Description of the task
Keep every line in which "block" occurs and drop the rest of the data.

Saved data entries
◆ ◆ ◆ ◆

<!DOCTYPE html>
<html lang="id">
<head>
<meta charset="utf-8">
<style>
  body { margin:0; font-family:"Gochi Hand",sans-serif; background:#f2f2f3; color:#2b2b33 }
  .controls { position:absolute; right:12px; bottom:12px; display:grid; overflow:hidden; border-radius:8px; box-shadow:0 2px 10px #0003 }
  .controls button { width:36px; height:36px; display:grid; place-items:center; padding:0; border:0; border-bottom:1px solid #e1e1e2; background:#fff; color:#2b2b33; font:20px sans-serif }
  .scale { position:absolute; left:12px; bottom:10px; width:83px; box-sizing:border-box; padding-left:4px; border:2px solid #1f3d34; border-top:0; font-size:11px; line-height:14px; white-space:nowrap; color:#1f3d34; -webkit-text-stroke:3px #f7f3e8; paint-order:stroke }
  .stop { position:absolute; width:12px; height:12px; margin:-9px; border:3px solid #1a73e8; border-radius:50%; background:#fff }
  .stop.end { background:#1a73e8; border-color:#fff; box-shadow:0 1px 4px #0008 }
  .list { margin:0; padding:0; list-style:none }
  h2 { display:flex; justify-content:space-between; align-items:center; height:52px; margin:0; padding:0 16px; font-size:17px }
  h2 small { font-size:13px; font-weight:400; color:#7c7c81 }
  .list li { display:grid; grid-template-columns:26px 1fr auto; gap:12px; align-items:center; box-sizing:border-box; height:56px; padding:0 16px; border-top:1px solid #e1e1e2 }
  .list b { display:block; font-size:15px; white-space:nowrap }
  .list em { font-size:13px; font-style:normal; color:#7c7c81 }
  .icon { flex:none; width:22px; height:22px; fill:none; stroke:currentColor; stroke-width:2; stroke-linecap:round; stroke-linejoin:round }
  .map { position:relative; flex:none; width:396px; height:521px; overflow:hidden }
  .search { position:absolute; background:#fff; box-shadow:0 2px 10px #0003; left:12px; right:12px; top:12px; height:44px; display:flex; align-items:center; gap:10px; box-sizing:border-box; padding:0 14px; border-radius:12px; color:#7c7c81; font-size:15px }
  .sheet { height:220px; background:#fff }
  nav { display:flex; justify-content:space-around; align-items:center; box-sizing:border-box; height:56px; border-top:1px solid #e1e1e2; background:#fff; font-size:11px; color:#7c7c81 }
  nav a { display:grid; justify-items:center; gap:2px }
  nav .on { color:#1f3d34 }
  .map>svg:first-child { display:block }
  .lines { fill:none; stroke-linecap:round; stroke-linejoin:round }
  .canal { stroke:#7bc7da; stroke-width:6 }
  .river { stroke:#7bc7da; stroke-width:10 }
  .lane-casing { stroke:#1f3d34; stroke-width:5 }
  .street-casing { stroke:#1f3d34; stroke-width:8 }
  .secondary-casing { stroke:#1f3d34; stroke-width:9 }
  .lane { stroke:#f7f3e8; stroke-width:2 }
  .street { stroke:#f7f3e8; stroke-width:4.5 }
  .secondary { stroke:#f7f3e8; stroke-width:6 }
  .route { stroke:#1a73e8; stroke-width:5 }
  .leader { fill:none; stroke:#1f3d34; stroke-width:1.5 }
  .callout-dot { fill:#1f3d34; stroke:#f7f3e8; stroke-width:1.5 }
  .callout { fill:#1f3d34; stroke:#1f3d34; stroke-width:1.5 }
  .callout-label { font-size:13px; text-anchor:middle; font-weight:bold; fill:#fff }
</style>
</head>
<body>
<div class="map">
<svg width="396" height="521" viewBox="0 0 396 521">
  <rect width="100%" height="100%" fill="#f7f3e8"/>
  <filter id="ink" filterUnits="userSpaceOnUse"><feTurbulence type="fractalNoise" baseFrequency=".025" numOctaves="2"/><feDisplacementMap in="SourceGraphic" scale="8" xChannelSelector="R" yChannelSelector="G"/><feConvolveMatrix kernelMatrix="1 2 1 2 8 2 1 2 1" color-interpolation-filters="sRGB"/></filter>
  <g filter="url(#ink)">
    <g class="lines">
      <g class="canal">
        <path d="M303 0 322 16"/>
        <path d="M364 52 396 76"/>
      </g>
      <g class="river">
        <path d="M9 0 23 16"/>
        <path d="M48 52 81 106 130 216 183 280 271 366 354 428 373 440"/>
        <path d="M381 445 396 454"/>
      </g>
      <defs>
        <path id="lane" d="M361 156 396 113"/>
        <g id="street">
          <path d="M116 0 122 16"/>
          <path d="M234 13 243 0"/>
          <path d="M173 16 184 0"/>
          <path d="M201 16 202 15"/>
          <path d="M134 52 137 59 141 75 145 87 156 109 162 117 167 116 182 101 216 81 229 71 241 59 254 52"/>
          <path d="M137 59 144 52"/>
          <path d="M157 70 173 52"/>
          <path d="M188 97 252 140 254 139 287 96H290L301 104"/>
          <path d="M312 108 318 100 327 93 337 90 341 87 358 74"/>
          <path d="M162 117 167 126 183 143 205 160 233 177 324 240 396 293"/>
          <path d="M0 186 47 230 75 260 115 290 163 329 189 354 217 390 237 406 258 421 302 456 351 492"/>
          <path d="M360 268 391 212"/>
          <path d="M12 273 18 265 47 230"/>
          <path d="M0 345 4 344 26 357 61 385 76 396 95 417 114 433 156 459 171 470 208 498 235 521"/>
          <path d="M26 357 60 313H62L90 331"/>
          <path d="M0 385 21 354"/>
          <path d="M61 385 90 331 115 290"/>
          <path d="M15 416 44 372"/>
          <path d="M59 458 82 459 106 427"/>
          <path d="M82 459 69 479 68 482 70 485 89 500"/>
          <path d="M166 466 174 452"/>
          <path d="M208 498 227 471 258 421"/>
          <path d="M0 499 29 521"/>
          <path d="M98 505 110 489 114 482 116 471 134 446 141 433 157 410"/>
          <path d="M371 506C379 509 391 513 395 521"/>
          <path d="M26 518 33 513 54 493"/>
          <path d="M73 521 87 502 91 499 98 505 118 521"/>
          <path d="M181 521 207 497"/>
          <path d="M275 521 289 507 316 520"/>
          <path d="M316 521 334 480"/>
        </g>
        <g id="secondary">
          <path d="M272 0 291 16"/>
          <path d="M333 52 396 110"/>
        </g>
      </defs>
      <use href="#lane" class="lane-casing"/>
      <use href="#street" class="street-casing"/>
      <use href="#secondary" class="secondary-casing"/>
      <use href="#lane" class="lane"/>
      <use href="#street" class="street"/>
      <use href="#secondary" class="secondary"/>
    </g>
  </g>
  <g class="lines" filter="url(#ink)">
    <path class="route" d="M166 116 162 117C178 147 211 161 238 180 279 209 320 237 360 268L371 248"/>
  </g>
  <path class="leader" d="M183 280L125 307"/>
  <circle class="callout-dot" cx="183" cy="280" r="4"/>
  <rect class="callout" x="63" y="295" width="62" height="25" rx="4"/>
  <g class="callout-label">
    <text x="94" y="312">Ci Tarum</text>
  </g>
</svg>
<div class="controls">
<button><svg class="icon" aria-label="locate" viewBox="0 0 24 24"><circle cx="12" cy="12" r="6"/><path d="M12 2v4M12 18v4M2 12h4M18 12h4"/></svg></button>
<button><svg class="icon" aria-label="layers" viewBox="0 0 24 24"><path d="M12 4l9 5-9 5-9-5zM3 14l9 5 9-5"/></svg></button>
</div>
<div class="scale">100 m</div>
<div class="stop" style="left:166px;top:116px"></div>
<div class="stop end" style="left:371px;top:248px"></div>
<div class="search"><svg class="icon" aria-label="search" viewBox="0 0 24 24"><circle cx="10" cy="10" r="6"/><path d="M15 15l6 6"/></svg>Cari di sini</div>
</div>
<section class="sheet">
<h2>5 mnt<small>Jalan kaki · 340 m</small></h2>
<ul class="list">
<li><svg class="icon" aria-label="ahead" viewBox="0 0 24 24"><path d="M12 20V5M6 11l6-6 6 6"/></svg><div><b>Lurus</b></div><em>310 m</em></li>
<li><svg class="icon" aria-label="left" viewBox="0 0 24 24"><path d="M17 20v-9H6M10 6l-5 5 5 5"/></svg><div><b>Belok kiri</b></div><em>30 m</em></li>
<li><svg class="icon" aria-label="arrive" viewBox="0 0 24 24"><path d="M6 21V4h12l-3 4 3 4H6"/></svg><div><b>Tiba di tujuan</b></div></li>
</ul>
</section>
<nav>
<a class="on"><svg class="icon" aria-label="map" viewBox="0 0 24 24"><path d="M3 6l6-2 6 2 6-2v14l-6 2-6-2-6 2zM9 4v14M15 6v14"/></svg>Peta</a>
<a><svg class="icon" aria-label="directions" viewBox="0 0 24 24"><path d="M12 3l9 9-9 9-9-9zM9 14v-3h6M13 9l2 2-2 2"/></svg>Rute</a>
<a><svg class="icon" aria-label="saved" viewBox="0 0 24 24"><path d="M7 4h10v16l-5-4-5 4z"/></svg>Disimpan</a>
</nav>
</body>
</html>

◆ ◆ ◆ ◆

Result
  .list b { display:block; font-size:15px; white-space:nowrap }
  .map>svg:first-child { display:block }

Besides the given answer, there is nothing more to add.